Material shown.
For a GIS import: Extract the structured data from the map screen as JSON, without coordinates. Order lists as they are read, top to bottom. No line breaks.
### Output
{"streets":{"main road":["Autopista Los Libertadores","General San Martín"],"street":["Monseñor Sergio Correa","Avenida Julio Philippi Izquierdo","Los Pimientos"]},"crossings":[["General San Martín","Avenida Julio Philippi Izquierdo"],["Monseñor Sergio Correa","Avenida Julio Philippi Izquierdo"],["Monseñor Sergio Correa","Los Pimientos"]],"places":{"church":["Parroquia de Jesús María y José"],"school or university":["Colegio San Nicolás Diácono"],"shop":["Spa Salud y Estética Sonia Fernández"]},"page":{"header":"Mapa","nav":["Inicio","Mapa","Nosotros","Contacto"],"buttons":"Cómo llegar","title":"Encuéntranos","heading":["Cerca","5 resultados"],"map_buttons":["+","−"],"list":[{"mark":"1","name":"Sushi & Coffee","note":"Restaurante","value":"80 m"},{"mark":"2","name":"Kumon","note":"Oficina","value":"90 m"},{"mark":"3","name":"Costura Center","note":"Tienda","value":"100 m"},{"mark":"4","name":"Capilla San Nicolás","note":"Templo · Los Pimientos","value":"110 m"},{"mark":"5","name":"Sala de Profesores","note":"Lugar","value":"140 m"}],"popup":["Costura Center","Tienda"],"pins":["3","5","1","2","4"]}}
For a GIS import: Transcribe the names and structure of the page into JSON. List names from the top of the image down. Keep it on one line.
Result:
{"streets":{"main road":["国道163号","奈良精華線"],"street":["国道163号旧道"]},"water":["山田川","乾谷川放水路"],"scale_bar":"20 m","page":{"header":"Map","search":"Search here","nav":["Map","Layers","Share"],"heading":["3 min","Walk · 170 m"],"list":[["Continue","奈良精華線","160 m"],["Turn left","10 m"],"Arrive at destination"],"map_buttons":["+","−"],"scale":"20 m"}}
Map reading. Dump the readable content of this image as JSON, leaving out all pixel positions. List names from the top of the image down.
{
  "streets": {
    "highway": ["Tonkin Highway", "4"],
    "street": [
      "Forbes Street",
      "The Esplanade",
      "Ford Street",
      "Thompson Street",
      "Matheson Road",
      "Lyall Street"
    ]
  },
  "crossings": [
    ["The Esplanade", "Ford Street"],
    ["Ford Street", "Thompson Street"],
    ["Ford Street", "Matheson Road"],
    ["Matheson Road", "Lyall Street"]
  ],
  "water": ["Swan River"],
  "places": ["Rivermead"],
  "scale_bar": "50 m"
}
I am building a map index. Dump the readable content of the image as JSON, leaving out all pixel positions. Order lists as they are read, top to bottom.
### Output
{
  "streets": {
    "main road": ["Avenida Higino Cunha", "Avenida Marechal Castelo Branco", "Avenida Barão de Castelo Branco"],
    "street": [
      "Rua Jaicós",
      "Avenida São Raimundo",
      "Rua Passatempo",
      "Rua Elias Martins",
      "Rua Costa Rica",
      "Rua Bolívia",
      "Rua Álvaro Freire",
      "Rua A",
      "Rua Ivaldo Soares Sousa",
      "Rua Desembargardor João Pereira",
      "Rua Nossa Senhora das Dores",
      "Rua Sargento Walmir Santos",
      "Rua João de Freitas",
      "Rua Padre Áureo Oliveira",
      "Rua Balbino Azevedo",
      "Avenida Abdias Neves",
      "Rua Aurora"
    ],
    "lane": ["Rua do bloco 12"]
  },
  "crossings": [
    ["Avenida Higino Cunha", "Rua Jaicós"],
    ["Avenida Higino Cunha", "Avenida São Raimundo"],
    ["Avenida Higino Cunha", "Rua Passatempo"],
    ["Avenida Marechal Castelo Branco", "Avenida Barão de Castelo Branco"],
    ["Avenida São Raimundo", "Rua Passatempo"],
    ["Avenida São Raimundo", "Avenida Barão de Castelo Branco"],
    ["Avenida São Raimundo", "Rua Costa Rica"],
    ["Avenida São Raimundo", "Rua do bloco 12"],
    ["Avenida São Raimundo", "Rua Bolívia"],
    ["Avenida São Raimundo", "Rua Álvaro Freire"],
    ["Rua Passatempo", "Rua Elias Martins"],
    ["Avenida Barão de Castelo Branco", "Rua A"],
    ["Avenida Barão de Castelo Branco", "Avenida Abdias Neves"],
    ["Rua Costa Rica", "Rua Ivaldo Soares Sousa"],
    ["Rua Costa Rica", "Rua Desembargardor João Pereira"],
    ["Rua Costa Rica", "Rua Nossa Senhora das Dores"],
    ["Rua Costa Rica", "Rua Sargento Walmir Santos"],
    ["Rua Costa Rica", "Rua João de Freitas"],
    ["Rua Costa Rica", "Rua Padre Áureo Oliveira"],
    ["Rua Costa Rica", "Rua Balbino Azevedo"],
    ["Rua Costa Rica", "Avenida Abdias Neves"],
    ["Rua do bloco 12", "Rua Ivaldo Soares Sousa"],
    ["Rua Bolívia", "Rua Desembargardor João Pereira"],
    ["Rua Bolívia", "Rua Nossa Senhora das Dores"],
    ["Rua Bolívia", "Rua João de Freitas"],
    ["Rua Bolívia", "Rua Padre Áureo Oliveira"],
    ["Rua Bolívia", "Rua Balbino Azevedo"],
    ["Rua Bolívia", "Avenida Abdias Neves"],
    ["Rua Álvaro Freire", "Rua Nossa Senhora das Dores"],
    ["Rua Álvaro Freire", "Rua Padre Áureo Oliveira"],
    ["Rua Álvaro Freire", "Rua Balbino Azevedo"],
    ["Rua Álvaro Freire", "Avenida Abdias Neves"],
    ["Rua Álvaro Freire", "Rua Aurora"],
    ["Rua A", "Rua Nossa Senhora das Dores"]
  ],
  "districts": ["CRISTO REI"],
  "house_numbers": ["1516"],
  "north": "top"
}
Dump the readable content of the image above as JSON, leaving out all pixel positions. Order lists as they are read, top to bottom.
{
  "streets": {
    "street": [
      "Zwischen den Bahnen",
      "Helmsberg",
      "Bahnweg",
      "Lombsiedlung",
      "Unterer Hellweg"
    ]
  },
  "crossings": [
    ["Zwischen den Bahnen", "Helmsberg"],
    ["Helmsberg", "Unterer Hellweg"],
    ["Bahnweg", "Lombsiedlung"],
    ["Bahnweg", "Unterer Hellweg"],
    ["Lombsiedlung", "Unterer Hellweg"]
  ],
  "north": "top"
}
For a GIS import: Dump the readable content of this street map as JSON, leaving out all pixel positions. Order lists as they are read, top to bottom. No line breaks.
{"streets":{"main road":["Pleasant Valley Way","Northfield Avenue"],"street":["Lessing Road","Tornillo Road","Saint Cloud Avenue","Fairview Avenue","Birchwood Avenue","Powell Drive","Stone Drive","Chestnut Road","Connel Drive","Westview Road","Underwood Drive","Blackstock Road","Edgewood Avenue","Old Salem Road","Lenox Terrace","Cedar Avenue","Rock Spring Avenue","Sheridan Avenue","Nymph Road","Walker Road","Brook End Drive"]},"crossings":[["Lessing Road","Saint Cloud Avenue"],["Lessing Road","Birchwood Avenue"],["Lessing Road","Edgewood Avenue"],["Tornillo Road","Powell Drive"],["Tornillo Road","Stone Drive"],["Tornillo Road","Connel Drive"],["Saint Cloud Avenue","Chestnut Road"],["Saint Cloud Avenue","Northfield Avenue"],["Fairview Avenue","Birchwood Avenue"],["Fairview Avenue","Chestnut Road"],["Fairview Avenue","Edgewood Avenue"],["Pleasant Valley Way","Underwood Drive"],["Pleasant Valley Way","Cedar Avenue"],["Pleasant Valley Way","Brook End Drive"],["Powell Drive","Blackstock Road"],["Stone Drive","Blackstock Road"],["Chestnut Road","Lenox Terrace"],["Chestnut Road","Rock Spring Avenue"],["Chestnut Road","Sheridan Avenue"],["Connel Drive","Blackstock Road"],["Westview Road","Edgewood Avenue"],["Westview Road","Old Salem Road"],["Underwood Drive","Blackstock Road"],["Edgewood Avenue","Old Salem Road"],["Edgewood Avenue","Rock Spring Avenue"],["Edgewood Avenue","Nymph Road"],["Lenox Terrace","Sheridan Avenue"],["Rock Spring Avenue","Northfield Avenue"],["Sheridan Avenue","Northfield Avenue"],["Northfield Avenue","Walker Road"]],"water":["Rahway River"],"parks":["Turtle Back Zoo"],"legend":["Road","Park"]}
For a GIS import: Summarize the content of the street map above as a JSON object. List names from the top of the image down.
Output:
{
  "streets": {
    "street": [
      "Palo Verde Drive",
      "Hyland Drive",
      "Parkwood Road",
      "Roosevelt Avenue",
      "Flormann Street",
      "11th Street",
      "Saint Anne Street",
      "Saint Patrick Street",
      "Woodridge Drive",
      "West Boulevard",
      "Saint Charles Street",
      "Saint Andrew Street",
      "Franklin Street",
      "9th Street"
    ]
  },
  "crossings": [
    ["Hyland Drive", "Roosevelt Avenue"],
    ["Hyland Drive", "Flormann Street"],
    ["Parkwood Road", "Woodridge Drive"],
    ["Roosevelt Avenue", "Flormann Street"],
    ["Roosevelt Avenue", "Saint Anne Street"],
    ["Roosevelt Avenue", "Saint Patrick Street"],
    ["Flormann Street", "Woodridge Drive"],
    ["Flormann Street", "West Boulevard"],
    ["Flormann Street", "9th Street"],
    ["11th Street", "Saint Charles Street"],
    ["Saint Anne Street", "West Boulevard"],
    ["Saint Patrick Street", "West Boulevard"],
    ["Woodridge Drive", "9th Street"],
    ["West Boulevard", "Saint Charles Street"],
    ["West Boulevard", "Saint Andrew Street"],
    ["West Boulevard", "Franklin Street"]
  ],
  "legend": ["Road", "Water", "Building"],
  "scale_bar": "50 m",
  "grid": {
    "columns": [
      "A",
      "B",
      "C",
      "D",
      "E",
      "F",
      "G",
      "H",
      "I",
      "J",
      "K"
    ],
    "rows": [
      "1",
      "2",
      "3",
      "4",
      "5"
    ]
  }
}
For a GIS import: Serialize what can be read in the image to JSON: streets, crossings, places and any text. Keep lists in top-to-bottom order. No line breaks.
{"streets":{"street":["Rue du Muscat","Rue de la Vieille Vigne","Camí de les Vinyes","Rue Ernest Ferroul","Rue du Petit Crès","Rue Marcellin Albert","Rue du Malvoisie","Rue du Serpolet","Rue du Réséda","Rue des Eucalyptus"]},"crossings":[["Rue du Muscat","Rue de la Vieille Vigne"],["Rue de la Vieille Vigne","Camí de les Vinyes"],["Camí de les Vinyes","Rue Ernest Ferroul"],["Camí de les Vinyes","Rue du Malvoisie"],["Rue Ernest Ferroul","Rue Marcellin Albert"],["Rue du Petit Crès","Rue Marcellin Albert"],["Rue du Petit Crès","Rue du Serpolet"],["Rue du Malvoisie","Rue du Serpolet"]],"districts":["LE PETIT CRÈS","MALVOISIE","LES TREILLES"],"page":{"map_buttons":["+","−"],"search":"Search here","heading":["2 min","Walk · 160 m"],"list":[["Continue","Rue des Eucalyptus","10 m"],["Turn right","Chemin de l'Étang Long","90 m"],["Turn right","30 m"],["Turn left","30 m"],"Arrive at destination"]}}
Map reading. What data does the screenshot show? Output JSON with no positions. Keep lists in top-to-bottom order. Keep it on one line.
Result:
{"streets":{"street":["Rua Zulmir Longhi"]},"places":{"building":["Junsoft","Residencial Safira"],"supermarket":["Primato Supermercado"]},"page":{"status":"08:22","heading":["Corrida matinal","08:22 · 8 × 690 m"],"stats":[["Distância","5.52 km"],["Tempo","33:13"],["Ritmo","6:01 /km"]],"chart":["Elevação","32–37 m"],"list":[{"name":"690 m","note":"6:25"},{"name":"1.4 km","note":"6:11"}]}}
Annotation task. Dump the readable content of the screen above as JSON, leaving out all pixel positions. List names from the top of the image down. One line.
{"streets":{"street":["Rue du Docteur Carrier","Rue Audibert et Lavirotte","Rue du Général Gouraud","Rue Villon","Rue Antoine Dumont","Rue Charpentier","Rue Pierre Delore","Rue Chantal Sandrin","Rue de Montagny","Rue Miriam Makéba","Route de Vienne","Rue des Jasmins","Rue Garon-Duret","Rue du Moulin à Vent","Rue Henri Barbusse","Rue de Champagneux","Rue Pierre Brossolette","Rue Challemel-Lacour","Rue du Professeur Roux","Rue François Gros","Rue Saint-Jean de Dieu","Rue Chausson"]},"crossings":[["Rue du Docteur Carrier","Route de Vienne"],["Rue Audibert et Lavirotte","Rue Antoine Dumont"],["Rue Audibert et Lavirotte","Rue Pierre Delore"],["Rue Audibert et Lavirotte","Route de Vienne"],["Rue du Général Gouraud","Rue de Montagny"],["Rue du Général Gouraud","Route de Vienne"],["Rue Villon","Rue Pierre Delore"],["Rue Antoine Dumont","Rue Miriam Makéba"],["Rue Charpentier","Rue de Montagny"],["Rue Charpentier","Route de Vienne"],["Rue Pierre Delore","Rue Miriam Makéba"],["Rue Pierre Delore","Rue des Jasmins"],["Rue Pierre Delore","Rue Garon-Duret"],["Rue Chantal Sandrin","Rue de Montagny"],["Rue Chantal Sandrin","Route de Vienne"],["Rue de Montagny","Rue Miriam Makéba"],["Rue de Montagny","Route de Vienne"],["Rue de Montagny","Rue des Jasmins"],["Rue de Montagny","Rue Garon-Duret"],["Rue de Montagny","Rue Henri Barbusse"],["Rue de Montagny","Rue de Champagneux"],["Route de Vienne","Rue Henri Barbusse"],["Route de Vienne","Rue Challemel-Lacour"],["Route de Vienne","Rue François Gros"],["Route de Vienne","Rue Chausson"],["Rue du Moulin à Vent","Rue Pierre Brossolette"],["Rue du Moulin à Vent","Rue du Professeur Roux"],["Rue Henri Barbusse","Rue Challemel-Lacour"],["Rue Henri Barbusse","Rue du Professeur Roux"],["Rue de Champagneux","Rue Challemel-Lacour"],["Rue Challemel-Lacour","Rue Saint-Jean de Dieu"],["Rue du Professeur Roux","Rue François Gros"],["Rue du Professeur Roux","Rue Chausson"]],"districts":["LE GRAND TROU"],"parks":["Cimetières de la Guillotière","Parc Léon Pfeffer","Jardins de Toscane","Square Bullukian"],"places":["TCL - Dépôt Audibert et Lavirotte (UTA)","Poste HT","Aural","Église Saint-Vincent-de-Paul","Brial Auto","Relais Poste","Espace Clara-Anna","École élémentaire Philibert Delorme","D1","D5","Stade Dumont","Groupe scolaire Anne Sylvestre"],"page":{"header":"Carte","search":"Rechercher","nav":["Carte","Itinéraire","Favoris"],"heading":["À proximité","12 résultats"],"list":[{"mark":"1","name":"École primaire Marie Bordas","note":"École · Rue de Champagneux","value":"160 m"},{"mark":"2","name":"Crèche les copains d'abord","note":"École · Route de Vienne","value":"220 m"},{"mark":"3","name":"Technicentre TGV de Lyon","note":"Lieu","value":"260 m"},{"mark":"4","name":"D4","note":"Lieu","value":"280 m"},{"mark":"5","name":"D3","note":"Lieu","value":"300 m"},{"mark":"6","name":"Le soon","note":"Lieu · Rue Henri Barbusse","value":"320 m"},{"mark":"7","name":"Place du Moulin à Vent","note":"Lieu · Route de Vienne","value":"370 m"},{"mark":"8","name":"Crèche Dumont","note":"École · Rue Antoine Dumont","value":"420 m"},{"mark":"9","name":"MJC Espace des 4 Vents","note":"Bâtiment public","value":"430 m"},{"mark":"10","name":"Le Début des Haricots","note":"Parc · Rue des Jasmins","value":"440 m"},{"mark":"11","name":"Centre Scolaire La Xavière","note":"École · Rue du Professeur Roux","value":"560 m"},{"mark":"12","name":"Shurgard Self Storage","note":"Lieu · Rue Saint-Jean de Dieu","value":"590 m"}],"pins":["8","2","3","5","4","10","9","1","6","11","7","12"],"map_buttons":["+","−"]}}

About this task.
Show all lines from the data that contain "Elias".

Result for this task.
      "Rua Elias Martins",
    ["Rua Passatempo", "Rua Elias Martins"],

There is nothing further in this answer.